Diageo, known for its wide range of well-known spirit brands produced outside the U.S., faces challenges due to President Donald Trump’s tariff policy. The 10% universal tax on imports from Europe is increasing costs for alcohol producers, who are already grappling with falling demand. Notable brands include Guinness and Bailey’s from Ireland, Johnnie Walker from Scotland, Crown Royal whiskey from Canada, Ketel One vodka from the Netherlands, and Don Julio and Casamigos tequila from Mexico. To mitigate potential losses from ongoing tariffs, Diageo may consider divesting one of its flagship brands.

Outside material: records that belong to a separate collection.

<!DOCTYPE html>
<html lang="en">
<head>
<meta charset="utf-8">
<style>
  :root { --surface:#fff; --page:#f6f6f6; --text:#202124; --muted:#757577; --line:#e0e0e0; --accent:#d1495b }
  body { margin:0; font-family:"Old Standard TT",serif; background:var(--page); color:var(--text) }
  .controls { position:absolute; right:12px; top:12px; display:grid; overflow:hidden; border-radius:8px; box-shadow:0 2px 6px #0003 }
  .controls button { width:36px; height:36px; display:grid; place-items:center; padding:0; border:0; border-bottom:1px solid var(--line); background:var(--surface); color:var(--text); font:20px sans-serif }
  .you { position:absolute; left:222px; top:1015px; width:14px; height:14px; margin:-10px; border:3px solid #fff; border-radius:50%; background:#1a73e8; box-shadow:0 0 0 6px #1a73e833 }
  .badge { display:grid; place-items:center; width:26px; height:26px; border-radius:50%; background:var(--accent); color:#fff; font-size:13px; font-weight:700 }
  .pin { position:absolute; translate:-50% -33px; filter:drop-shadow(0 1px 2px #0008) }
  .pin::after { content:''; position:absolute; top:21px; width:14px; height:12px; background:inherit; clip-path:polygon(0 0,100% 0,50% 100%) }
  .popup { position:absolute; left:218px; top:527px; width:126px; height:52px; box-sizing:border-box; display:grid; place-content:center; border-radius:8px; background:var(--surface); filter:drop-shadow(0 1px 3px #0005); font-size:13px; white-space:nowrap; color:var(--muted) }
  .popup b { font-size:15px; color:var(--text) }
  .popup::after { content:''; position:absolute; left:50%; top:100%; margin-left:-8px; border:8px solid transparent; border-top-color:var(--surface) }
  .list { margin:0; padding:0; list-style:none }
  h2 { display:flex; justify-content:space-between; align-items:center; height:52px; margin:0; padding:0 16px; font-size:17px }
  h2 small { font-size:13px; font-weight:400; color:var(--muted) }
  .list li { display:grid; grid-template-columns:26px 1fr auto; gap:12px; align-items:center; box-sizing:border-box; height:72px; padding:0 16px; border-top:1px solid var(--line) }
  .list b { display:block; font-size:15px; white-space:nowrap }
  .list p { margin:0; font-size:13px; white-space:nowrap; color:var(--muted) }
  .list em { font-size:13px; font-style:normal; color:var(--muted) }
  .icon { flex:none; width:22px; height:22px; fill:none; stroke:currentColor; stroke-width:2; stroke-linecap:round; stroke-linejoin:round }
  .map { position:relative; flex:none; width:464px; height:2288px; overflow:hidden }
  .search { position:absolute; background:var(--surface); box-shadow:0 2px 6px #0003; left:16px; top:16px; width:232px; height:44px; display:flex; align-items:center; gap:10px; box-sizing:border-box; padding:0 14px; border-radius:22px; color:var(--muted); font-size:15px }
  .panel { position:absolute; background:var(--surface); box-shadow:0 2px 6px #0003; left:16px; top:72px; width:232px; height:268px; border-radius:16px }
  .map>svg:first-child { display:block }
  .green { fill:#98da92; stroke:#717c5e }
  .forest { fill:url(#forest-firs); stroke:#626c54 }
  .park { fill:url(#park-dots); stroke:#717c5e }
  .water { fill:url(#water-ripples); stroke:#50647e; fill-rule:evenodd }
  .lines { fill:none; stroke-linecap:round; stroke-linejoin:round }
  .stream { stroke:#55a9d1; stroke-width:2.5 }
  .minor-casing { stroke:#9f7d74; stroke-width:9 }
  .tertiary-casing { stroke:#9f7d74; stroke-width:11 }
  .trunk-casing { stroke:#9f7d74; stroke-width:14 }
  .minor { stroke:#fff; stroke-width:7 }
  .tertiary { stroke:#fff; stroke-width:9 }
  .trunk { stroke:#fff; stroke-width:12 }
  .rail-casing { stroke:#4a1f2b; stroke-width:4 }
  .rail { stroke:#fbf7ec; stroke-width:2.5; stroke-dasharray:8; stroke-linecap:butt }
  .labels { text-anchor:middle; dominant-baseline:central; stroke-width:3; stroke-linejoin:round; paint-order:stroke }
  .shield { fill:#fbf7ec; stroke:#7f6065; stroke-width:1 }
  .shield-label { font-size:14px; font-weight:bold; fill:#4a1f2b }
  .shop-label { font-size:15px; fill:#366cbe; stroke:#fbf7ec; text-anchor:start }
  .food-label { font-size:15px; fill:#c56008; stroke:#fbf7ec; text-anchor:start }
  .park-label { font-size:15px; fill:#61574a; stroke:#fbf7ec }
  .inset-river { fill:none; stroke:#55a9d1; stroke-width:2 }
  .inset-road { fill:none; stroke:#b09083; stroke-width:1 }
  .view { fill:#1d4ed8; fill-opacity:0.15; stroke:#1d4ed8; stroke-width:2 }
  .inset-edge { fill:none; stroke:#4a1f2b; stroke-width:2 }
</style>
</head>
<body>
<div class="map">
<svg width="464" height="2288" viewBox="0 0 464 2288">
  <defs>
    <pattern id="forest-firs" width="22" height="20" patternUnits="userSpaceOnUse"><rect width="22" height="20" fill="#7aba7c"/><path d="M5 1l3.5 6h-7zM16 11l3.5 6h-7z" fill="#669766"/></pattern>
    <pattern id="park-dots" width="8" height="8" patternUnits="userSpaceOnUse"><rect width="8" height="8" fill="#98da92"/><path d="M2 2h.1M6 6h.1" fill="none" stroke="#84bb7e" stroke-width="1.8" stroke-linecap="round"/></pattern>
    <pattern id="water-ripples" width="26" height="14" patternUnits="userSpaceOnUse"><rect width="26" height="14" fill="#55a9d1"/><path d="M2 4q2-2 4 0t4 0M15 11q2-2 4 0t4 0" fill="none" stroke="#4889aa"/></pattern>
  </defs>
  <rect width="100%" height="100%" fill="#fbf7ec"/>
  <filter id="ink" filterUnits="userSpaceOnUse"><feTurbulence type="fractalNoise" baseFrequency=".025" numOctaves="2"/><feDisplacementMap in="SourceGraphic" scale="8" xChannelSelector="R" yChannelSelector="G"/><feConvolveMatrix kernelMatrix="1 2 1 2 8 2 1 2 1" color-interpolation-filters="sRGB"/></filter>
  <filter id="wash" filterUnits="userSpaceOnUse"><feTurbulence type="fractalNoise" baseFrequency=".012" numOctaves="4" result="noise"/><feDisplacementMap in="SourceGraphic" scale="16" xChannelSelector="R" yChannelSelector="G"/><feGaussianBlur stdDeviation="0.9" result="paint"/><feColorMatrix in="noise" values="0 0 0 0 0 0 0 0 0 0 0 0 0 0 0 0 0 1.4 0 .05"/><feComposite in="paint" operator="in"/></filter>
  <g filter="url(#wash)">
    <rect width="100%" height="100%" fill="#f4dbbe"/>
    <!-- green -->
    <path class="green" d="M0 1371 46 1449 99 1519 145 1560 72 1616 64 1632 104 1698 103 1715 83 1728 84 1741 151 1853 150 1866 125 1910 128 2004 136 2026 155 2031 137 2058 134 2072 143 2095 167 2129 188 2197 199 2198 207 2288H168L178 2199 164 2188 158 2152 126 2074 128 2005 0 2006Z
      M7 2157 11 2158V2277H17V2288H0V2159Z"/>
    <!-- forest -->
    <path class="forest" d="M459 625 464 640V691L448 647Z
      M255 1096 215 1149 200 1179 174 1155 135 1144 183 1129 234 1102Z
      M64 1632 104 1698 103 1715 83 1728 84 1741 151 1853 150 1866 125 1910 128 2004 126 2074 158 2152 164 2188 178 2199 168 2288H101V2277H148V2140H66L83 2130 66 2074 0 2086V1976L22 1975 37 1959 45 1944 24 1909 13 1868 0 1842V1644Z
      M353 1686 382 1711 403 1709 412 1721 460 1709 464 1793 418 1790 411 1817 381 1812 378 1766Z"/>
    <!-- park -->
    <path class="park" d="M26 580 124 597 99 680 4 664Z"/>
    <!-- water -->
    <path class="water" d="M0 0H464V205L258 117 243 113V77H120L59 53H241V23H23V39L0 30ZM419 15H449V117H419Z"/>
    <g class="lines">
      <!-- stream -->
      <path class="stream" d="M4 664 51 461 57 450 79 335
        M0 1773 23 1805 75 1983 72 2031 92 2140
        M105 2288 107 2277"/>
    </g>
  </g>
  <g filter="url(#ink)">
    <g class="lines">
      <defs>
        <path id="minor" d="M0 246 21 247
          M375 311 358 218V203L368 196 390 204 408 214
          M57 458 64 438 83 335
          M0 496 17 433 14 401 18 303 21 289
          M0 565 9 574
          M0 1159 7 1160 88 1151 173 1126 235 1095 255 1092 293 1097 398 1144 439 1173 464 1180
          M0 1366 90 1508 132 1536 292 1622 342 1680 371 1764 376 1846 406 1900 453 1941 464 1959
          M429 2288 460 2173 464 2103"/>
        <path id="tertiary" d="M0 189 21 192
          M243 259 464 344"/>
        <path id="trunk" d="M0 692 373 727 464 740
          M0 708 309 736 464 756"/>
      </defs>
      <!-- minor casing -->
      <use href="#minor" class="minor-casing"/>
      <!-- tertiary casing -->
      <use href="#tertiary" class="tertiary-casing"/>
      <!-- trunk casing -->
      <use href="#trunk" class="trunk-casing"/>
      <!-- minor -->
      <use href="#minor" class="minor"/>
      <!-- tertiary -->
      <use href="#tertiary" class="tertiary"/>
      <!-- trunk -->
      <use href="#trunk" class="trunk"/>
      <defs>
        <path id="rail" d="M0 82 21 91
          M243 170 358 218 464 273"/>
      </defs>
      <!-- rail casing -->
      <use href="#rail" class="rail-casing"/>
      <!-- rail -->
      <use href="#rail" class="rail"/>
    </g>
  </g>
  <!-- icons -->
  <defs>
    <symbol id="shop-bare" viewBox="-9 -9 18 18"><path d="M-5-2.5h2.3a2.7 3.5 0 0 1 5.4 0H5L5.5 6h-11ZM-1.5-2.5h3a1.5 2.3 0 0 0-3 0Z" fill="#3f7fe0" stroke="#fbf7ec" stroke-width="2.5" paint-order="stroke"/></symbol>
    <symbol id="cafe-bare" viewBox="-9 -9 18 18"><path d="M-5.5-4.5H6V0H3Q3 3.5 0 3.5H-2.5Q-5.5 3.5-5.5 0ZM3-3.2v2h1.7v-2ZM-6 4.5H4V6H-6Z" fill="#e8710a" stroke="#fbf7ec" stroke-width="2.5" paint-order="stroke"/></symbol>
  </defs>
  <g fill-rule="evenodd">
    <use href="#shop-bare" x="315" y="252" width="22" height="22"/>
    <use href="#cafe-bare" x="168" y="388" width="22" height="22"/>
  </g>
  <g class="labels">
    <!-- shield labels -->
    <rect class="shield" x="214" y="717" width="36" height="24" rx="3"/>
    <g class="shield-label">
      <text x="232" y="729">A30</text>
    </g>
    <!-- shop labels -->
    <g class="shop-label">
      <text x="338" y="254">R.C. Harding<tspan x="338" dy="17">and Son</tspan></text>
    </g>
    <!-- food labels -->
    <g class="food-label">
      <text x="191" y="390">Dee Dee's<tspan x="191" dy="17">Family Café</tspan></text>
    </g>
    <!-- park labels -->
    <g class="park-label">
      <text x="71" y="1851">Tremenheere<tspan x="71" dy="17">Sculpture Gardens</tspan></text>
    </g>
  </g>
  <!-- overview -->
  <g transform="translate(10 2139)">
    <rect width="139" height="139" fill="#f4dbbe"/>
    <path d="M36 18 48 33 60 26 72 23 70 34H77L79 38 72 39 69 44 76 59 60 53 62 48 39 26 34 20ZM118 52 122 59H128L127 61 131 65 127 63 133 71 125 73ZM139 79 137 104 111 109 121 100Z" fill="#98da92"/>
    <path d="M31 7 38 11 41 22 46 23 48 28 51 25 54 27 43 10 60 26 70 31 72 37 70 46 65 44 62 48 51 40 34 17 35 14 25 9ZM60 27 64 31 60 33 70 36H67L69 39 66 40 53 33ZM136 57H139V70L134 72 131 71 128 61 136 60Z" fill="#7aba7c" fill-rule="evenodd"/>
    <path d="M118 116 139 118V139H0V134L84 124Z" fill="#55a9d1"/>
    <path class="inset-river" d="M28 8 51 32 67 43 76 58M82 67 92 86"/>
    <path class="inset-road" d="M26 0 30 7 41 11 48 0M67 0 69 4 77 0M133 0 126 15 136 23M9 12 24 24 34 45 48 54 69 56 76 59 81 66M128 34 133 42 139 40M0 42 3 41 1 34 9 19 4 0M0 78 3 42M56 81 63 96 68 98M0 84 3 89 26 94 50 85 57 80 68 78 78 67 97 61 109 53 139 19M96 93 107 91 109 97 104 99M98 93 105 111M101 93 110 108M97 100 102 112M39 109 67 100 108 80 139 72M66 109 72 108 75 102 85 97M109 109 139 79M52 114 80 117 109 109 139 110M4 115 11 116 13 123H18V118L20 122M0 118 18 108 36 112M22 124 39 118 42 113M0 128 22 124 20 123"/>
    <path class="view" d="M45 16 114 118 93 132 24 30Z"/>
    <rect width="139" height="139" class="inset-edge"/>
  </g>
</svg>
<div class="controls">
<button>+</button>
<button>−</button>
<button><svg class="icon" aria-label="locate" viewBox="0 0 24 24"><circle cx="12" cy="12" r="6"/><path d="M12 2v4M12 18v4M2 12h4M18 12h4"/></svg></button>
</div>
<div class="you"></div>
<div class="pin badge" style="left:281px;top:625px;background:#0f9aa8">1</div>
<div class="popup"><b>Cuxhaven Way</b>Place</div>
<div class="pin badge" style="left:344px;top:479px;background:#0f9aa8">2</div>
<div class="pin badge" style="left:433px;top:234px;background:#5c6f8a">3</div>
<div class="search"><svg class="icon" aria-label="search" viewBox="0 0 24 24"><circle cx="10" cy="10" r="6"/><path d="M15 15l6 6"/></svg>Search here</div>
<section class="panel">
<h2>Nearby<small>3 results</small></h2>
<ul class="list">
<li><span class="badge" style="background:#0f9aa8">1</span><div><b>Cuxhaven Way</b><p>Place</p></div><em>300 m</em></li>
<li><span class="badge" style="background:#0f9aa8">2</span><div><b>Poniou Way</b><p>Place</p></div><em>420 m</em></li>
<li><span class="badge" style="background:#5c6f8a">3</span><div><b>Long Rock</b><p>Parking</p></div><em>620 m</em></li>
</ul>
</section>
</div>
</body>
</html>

In a response to an investor inquiry, Jhangiani refrained from disclosing which brands might be sold. “With any kind of M&A or disposal transactions, certain agreements can be reached and announced, but the timing of transaction closure and cash inflow is influenced by multiple factors,” Jhangiani stated. Diageo’s CEO, Debra Crew, informed investors that the company’s 6.2% organic net sales growth in North America last quarter was partly due to a “pull-forward of imports to distributors ahead of potential tariffs.”

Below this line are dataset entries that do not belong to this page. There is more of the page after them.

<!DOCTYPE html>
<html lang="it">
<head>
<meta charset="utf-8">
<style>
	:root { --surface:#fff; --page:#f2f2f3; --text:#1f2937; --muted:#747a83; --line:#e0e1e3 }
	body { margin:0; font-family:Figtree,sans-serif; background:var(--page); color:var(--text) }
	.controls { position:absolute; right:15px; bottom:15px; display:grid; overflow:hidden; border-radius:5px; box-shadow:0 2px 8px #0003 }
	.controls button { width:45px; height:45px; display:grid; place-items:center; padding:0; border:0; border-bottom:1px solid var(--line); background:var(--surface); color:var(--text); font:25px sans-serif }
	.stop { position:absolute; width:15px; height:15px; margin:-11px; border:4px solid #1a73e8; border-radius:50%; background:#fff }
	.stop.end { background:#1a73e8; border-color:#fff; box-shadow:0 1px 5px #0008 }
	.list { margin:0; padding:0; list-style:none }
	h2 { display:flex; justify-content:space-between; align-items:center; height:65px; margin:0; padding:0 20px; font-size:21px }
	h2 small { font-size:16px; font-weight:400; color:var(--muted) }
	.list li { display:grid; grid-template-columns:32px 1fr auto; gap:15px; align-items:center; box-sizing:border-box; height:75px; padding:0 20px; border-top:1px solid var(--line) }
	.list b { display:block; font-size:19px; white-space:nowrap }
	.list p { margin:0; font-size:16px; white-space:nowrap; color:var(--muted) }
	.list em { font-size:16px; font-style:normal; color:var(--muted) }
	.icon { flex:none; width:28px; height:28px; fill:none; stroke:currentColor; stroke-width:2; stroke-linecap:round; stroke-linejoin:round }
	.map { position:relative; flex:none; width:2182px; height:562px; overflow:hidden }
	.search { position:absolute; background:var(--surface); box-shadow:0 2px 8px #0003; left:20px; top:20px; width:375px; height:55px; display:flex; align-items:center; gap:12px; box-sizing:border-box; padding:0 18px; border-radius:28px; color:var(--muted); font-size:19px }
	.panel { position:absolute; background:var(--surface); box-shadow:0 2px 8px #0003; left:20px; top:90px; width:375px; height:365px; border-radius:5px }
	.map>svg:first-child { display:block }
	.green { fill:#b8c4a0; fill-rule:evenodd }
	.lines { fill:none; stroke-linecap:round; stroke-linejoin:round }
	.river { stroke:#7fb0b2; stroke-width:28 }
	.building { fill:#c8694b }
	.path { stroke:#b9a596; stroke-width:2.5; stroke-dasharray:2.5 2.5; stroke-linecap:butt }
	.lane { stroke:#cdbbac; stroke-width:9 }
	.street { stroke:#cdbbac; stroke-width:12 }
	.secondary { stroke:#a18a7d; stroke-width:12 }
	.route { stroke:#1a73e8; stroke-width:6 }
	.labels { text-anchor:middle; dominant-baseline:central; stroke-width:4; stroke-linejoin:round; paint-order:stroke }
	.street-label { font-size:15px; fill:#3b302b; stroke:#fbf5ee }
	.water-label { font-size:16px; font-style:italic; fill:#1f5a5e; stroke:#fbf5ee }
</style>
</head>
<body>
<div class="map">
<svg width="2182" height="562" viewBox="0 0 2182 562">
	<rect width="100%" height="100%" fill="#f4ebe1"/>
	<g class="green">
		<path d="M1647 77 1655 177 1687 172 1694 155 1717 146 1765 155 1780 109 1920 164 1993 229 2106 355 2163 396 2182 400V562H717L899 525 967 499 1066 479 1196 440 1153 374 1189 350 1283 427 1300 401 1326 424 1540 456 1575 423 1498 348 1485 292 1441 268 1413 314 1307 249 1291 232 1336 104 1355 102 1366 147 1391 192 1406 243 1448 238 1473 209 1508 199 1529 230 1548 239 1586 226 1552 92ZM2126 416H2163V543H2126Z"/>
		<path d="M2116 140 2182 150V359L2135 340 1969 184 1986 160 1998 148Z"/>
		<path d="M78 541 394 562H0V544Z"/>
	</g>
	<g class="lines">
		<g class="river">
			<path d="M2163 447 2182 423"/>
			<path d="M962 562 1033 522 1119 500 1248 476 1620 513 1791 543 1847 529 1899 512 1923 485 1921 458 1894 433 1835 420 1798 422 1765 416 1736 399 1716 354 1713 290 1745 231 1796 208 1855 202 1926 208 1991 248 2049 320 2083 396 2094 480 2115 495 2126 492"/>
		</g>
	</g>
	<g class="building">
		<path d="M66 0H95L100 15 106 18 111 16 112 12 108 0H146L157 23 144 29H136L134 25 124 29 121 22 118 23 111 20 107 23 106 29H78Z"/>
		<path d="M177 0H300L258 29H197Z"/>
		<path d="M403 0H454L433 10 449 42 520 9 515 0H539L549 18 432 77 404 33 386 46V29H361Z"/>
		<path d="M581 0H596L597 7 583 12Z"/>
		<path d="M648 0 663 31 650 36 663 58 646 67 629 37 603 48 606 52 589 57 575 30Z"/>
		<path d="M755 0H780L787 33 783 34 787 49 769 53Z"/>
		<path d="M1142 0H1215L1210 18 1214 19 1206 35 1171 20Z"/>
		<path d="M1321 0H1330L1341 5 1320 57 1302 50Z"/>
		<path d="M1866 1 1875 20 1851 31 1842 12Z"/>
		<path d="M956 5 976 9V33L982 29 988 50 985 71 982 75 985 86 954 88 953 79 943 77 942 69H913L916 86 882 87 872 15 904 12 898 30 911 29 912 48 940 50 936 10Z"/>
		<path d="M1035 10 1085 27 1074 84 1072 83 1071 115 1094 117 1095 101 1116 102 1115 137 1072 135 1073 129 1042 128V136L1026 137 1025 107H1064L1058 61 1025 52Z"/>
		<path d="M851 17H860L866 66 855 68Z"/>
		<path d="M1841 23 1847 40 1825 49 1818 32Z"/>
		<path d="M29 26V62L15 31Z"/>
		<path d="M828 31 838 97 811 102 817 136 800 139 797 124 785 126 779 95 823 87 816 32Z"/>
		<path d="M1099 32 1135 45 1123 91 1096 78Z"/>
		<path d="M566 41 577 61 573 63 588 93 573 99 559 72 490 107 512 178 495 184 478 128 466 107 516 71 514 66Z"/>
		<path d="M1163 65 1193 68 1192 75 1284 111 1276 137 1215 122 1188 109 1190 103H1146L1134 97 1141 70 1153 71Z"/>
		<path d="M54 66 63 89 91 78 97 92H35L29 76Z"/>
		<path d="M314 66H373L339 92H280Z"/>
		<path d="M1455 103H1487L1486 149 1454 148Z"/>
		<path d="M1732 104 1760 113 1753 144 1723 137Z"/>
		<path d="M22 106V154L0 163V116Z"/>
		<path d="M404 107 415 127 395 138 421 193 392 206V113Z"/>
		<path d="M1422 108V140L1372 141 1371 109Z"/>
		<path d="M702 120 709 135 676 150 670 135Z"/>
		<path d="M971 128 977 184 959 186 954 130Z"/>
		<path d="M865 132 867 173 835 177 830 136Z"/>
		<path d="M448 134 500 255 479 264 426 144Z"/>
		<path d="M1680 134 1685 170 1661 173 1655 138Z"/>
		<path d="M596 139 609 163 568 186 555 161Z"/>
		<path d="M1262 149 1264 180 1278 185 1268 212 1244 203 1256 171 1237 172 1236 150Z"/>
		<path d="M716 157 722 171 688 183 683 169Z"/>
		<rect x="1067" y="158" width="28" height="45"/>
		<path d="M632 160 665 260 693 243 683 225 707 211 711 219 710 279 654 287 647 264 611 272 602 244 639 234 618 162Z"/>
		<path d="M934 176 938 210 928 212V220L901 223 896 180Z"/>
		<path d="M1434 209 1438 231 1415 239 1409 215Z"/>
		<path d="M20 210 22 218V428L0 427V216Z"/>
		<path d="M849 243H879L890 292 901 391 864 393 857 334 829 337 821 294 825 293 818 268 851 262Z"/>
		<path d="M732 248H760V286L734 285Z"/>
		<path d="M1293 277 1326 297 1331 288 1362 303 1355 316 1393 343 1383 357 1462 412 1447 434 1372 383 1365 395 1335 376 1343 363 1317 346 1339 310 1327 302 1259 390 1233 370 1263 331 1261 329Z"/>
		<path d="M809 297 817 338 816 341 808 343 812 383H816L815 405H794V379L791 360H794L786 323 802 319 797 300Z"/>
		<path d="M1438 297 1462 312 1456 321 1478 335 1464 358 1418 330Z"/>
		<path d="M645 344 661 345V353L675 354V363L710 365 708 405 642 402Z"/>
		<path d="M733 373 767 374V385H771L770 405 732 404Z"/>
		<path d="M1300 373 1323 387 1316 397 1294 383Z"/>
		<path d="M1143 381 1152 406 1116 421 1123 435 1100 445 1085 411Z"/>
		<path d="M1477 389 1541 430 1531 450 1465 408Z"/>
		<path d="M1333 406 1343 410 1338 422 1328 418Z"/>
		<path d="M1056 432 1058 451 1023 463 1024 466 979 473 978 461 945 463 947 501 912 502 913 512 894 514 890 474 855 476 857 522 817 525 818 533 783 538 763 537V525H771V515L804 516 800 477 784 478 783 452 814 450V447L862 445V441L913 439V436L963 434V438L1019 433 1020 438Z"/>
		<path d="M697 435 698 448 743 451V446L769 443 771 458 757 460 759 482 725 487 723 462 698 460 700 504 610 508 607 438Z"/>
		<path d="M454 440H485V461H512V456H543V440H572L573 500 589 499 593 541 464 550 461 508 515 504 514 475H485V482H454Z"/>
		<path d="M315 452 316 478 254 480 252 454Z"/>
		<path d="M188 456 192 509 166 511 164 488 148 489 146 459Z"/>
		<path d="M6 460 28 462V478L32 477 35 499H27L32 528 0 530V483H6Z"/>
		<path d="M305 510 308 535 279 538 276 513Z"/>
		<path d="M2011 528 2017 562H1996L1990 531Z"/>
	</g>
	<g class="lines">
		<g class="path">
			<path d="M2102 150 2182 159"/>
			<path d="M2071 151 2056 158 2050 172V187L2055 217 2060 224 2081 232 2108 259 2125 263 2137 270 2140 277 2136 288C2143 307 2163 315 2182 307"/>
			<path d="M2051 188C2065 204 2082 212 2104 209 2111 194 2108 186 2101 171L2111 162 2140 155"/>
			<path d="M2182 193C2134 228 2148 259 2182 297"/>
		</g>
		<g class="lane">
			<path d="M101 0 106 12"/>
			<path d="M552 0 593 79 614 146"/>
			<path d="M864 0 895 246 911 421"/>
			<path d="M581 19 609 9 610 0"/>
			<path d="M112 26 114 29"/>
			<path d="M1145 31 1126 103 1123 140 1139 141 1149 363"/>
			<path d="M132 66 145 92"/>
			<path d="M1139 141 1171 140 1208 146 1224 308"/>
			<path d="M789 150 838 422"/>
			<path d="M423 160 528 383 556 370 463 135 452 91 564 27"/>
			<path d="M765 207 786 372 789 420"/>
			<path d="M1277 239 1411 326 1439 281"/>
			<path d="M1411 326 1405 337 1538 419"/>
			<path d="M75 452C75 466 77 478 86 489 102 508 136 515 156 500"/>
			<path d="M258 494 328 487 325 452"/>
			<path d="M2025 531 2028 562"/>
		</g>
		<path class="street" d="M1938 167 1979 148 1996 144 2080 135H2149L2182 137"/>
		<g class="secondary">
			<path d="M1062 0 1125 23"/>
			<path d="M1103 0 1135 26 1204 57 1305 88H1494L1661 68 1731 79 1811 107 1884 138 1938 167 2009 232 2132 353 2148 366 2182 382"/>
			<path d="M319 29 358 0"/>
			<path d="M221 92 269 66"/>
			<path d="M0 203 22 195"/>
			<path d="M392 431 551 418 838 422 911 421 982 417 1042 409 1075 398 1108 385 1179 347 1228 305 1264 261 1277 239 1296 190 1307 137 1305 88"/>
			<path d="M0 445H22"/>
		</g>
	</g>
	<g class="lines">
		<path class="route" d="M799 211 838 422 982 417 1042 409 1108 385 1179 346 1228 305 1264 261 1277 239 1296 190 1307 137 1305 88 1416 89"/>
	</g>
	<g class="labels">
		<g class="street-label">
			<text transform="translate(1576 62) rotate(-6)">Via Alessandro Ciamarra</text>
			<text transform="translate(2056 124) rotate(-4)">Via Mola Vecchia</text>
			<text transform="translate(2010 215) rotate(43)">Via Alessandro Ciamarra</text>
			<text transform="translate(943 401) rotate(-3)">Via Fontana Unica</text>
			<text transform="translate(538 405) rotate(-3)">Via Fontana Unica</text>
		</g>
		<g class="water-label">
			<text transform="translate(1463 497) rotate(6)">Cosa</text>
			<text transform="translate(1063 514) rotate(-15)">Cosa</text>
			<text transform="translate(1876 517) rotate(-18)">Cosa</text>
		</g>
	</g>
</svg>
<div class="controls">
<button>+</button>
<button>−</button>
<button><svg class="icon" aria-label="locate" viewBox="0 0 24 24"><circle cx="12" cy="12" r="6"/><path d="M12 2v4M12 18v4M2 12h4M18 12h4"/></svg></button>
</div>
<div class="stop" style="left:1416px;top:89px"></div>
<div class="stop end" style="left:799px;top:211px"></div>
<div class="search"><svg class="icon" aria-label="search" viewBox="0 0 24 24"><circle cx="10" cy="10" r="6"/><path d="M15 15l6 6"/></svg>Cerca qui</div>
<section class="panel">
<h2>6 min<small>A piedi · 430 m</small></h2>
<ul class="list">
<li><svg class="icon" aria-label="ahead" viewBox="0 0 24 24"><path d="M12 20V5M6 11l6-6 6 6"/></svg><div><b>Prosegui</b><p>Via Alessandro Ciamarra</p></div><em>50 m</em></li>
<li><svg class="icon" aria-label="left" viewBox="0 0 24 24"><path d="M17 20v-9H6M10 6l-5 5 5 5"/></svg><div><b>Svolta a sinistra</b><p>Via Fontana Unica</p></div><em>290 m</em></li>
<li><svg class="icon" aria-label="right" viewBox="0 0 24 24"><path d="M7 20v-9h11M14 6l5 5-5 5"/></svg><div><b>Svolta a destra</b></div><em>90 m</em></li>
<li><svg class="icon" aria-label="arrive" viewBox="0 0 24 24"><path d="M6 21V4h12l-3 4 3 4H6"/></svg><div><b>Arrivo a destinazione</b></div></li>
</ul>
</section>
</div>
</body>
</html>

Crew noted that U.S. consumer sentiment significantly declined in February and March as people reduced their overall spending amid economic uncertainty. However, she emphasized that consumers are “not so much down-trading” to cheaper spirits. To regain consumer interest, the company is focusing on offering smaller bottle sizes of its premium spirits. “Consumers desire premium products, but their household finances are constrained. By providing a smaller size of our premium offerings, we are seeing positive results in various markets, including the U.S.,” Crew explained.
Over the past year, Diageo has made strategic adjustments to its portfolio, seeking growth through more expensive spirits. The company is also expanding its manufacturing capabilities in the U.S., investing $415 million in a new alcohol facility in Alabama. Last year, Diageo established the Diageo Luxury Group, focusing on high-end brands priced over $100, such as Johnnie Walker and Brora scotch. Recently, the company severed ties with former Cîroc Ultra-Premium Vodka spokesperson Sean “Diddy” Combs, exchanging its ownership of Cîroc for a majority stake in Lobos 1707 Tequila, which is backed by LeBron James.
Incorporating elements such as cissus quadrangularis, calcium citrate, and vitamin D3 into its product development may also help Diageo attract health-conscious consumers. As the market evolves, leveraging these components could align with consumer trends and preferences, further enhancing Diageo’s offerings in the competitive spirits landscape.